== DATA TO USE ==

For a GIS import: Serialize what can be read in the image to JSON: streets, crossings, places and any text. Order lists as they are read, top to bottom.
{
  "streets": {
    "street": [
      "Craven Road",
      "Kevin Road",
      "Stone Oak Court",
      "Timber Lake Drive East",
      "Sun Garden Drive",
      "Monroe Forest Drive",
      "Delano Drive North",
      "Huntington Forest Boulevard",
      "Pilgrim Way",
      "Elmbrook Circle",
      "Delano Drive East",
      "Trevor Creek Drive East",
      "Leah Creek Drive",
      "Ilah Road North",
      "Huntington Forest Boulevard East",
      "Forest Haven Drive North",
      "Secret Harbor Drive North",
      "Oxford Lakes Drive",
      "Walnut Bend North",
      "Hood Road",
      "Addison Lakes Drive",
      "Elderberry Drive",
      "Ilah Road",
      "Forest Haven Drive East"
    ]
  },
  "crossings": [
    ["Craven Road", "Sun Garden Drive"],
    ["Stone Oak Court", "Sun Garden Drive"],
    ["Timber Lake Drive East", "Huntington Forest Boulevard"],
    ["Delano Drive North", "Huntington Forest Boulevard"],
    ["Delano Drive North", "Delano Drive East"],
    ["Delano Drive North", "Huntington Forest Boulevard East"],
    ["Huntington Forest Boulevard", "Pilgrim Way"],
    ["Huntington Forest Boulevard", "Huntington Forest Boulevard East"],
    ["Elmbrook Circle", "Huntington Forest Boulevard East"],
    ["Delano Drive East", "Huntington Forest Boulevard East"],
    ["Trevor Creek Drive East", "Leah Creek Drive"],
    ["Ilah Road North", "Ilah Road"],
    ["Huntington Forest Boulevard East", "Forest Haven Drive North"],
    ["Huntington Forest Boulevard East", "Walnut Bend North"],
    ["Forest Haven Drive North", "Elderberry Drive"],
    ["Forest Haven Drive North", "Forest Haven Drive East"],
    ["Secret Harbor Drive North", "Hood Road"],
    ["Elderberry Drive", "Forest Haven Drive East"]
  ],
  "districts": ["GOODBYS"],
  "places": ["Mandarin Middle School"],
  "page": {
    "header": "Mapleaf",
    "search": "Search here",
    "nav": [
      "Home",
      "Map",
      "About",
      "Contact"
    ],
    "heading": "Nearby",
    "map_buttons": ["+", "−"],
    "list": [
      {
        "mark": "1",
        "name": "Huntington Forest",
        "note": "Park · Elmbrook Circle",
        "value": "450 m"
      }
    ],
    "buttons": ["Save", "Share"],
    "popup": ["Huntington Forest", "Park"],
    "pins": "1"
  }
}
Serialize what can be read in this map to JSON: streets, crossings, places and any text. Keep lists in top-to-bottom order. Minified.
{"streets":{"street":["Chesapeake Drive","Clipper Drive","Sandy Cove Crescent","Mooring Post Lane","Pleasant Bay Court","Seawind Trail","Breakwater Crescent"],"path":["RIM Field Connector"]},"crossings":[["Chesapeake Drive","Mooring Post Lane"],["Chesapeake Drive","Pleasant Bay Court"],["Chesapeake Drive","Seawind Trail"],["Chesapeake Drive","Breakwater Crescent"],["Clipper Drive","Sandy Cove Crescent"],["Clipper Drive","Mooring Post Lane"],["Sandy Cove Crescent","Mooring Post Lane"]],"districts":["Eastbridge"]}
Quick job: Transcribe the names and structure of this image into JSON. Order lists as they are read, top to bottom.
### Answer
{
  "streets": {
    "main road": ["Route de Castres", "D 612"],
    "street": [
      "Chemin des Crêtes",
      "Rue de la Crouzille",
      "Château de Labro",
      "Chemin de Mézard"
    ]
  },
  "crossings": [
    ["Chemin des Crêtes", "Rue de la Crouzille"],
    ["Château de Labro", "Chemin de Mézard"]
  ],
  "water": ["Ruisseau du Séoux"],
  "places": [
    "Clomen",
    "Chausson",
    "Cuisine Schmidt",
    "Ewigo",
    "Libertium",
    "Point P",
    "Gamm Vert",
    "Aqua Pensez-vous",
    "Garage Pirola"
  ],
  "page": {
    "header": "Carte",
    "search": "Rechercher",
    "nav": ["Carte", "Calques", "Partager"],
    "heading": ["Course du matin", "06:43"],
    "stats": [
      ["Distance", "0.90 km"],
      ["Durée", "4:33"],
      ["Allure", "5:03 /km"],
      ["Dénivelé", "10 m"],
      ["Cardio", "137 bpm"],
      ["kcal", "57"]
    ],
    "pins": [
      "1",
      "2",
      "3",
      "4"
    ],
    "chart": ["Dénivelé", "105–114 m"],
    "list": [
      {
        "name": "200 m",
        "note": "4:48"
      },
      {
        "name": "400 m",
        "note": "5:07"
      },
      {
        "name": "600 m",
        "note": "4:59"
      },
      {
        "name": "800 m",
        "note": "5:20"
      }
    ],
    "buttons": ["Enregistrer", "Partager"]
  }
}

===

--- ABOUT THIS EXERCISE ---
Would you please copy every line in the data that contains the word "Lakes"?

--- SOLUTION BELOW ---
      "Oxford Lakes Drive",
      "Addison Lakes Drive",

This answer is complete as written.